La Commission europeenne a adopte une recommandation pour exhorter les Etats membres a deployer l'application europeenne de verification d'age d'ici la fin de l'annee. Une nouvelle brique dans le grand projet de controle numerique, emballee dans du papier cadeau "protection des enfants". Sauf que, comme d'habitude, le diable se cache dans les details d'un communique de presse lisse comme un cachet d'aspirine.
Une appli pour ne pas montrer son age (mais si, on vous voit)

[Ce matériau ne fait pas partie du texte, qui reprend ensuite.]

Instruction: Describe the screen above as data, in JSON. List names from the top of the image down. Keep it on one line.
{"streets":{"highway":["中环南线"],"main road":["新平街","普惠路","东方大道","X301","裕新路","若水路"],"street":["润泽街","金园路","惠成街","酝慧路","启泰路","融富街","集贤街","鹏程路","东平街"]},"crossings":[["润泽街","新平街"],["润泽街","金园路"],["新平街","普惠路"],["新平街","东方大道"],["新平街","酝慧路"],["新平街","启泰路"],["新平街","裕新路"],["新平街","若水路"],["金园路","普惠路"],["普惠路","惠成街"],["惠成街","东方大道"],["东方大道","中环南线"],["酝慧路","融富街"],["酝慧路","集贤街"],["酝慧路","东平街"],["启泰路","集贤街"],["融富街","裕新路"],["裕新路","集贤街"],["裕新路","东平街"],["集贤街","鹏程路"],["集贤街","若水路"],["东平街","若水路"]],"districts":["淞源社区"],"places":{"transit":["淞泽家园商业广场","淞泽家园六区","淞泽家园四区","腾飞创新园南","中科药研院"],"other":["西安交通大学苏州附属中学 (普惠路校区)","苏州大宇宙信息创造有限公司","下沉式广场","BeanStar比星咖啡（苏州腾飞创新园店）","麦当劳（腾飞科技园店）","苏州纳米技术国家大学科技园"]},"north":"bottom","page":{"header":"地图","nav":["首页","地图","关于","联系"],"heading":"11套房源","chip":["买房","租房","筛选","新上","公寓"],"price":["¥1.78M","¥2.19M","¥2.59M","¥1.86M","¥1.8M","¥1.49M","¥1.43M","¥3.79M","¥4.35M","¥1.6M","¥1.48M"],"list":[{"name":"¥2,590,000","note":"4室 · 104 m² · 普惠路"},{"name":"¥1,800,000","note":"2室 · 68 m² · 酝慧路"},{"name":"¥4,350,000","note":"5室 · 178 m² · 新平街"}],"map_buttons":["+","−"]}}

Le principe est presque beau : prouver que vous avez plus de 18 ans sans donner votre date de naissance ni votre identite. Techniquement, c'est possible — des solutions comme celles de Yoti ou IDnow existent deja. Mais Bruxelles, jamais en retard d'une couche de bureaucratie, a decide de reinventer la roue en proposant un "modele" customisable par chaque Etat membre. Resultat : 27 versions differentes, zero interoperabilite garantie, et un cout de developpement qui va exploser les budgets IT nationaux. Les contribuables raquent, les geants de la tech se frottent les mains.
Henna Virkkunen, la chef d'orchestre de la surveillance douce
La commissaire finlandaise, Henna Virkkunen, declare avec un sourire Colgate : "Une verification d'age efficace et respectueuse de la vie privee est la prochaine piece du puzzle". Ce puzzle, c'est celui d'un Internet ou chaque clic sera filtre par une autorite centrale. Sous couvert de proteger les enfants, on installe un systeme capable de verifier l'age sans reveler l'identite — mais qui peut, en un tour de cle legislative, devenir un outil de censure. Rappel : le Digital Services Act (DSA) donne deja aux plateformes le pouvoir de bloquer des contenus "nuisibles". Ajoutez une verification d'age obligatoire, et vous obtenez un pare-feu numerique qui ne dit pas son nom.
Qui se goinfre ? Les lobbies, comme d'habitude
Suivez l'argent. La Commission a mobilise des fonds du programme Digital Europe pour developper ce blueprint. Les vrais beneficiaires ? Les entreprises de verifications d'identite comme IDnow (allemande) ou Veriff (estonienne). Le marche europeen de la verification d'age est estime a 1,2 milliard d'euros d'ici 2028. Et devinez qui va devoir payer pour integrer ces apps dans leurs wallets ? Les citoyens, via des frais de service ou des abonnements a des identites numeriques privees. Les Etats membres, eux, sont censes "produire" l'appli — avec quels budgets ? On ne vous le dit pas.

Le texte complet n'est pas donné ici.